Canon and Nikon mostly write off this segment is favor of throw away consumer stuff and high end DSLRs.
The categories certainly aren't perfect, but just having a big sensor doesn't make for an ideal camera, or allow it to best other gear which offers more usefulness or responsiveness.
cheetah43: Thanks for the review.The camera may be a very good one for most, but in the evaluation bar chart the items focus accuracy, image quality, ISO performance, optics, and performance do not impress [leaving aside the subjective value bar]. In the 'Cons' list, aren't the first four items [noise reduction and sharpening, lens range, 12MP, manual AF positioning] rather serious shortcomings? It seems that the industry is still quite a long distance away from a 95% mark unless the experts will claim that such a mark is unreachable, at least not at a tolerable price. Regards.
The first four items are trivial at worst.

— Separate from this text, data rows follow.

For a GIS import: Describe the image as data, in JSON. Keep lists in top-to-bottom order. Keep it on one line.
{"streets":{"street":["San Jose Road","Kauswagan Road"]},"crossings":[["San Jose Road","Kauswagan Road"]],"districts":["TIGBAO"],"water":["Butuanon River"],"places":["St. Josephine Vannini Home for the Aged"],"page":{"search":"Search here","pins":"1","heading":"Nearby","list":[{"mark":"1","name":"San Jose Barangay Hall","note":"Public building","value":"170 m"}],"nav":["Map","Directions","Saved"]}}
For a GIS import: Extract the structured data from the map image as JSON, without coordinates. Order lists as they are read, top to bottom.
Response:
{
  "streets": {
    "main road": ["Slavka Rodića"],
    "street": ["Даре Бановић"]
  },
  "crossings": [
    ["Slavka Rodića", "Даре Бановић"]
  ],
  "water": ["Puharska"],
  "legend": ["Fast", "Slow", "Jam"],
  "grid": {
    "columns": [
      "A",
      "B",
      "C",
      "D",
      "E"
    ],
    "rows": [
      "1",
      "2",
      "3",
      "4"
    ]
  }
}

NR and Sharpening are completely eliminated when shooting RAW, and if you are going to be picky about your final shots, you'll want to shoot raw anyway. 12MP = no digital zoom. That's about it, because 12MP is an 11x14 300dpi print, and larger than any consumer monitor being produced today. Manual AF positioning only matters if you're too young to use focus/recompose efficiently. No doubt - it' be nice to have a touchscreen-focus-shutter (my phone does) - but as an enthusiast product it's not really something a dedicated photog is going to *need* (want, perhaps)

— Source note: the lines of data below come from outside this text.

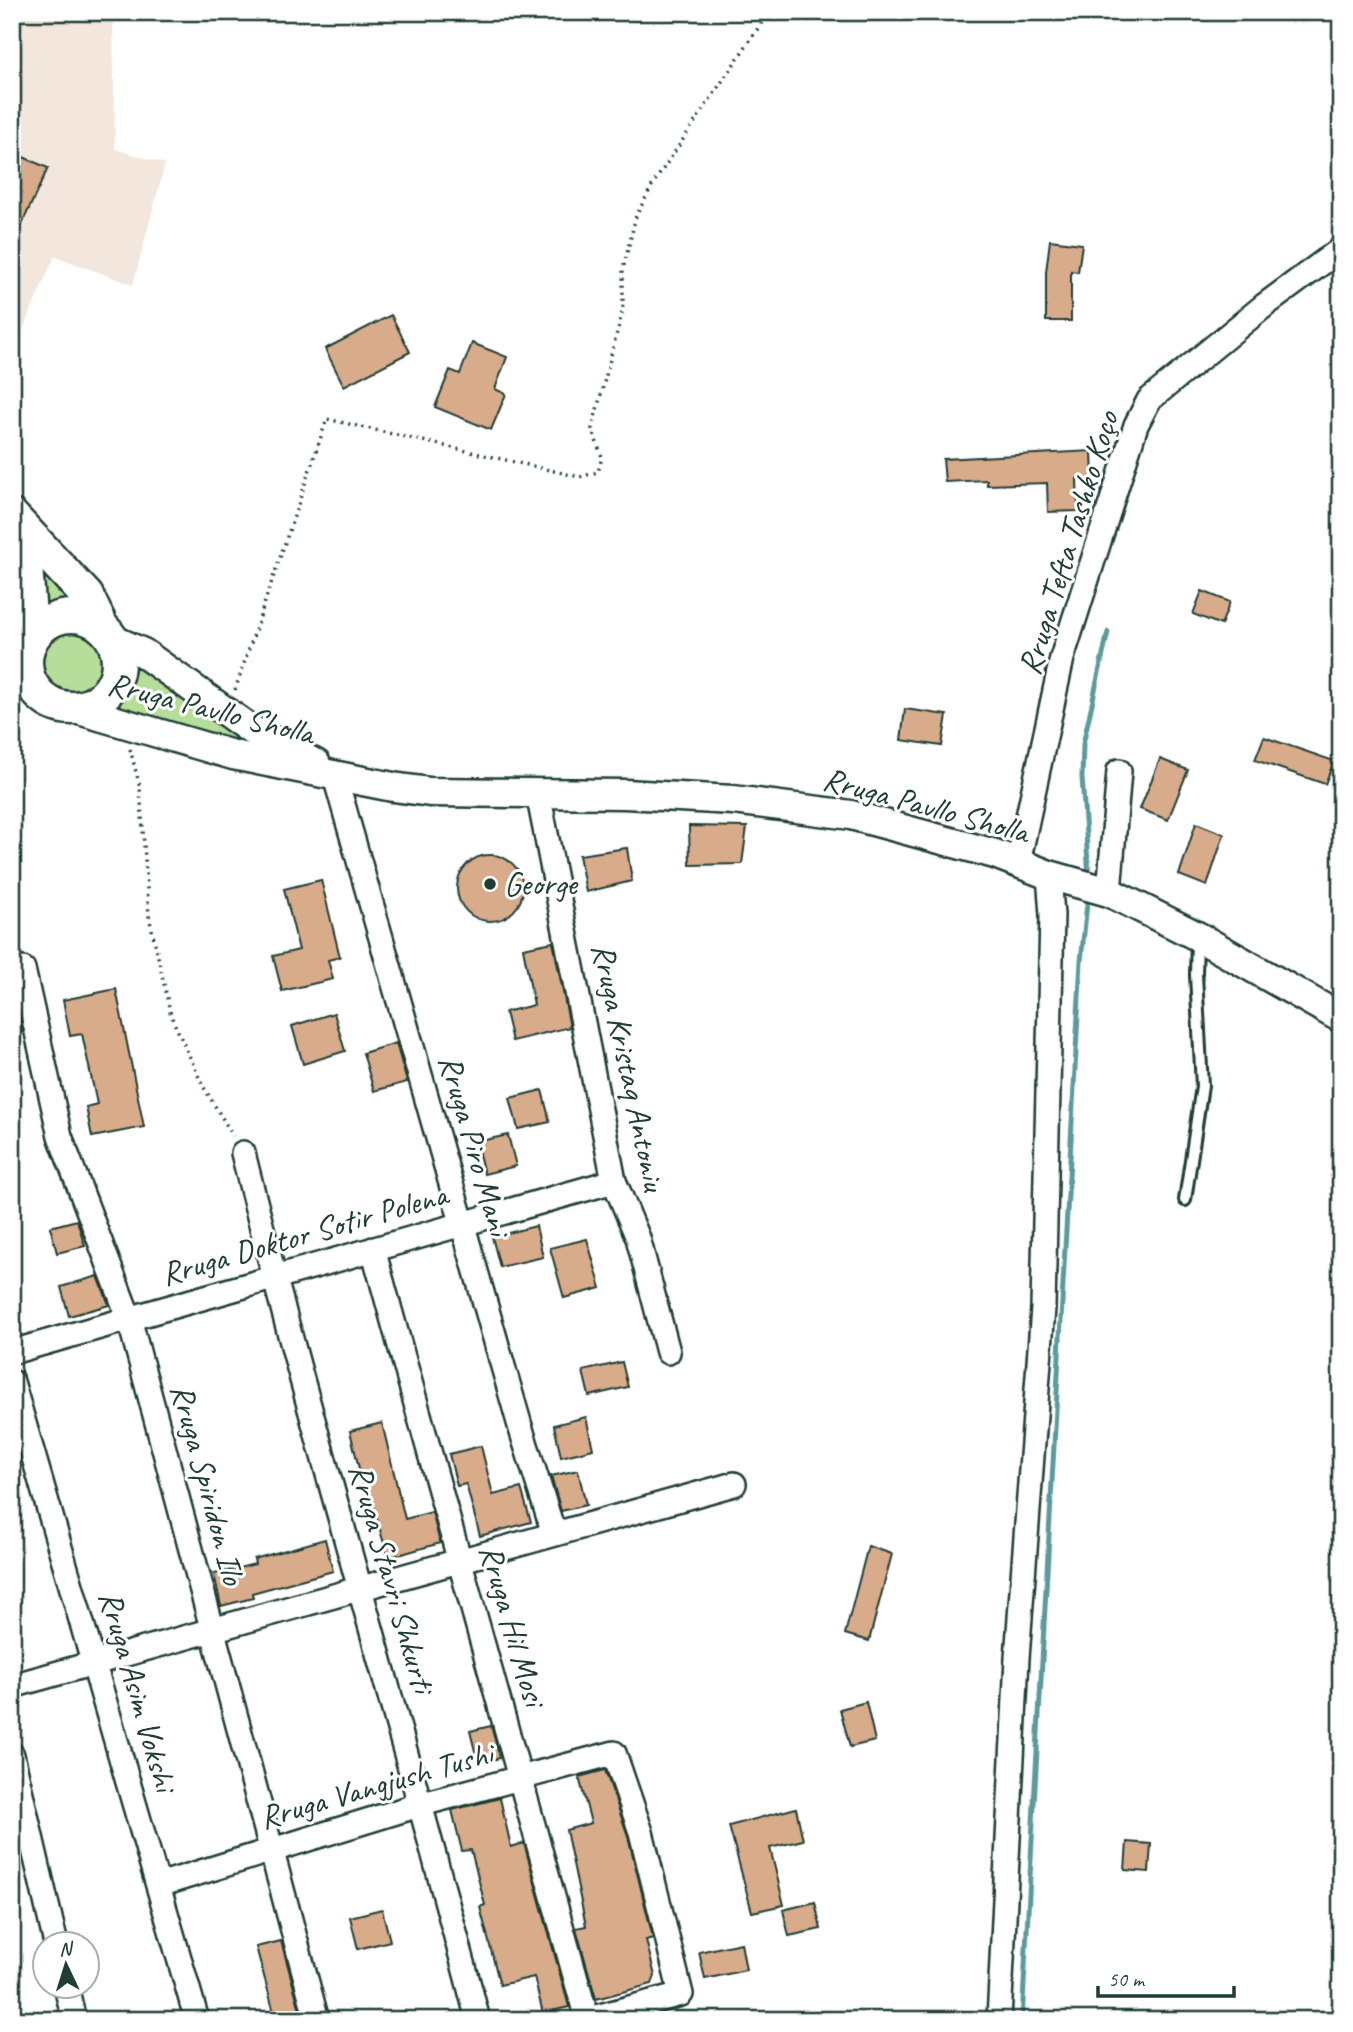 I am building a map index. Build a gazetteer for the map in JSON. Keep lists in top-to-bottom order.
{
  "streets": {
    "street": [
      "Rruga Tefta Tashko Koço",
      "Rruga Pavllo Sholla",
      "Rruga Kristaq Antoniu",
      "Rruga Piro Mani",
      "Rruga Doktor Sotir Polena",
      "Rruga Spiridon Ilo",
      "Rruga Stavri Shkurti",
      "Rruga Hil Mosi",
      "Rruga Asim Vokshi",
      "Rruga Vangjush Tushi"
    ]
  },
  "crossings": [
    ["Rruga Tefta Tashko Koço", "Rruga Pavllo Sholla"],
    ["Rruga Pavllo Sholla", "Rruga Kristaq Antoniu"],
    ["Rruga Pavllo Sholla", "Rruga Piro Mani"],
    ["Rruga Kristaq Antoniu", "Rruga Doktor Sotir Polena"],
    ["Rruga Piro Mani", "Rruga Doktor Sotir Polena"],
    ["Rruga Doktor Sotir Polena", "Rruga Spiridon Ilo"],
    ["Rruga Doktor Sotir Polena", "Rruga Stavri Shkurti"],
    ["Rruga Doktor Sotir Polena", "Rruga Hil Mosi"],
    ["Rruga Spiridon Ilo", "Rruga Vangjush Tushi"],
    ["Rruga Stavri Shkurti", "Rruga Vangjush Tushi"],
    ["Rruga Hil Mosi", "Rruga Vangjush Tushi"],
    ["Rruga Asim Vokshi", "Rruga Vangjush Tushi"]
  ],
  "places": ["George"],
  "scale_bar": "50 m",
  "north": "top"
}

Boss of Sony: I thought this was the ideal camera until I realized it was the same size as the A6000 with one of its small lenses on it. A6000 has twice the sensor size, twice the megapixels, and the option of changing lenses, plus it's cheaper.
At which point does the Sony, with a lens which covers the range and aperture of this camera, become both smaller and cheaper?
The A6000 is a great camera, but the smallest, cheapest camera in the world that gets mounted to a large, expensive lens (or, worse, several) ceases to be compact and economical.
TORN: Taking a snapshot wih this camera at Photokina felt like:
- switch on and wait for the camera to boot and then for the complex lens design to unfold and automatically zoom to a focal length which you most probably want to change
- use motorzoom to get the right zoom
- fiddle around with setting the right focus point
This process can easily take up to 5 seconds. At least this is something a buyer should be aware of. When using a zoom I much prefer a lens I do not have to wait for when switching the camera on and a second time when zooming.
And how is this markedly different than any other compact zoom on the planet. They all boot, they all extend the lens, they all choose a default zoom (which usually isn't the one you need that time).
Fiddle with the focus point? What are you, an 11 year old girl? Center focus, recompose, shoot. We've been doing this for decades and it takes very little time. Unless you have a combo focuspoint/shutter (like my phone) or a still-life that gives you time to focus then shoot, the choose your focus often seems like a gimmick.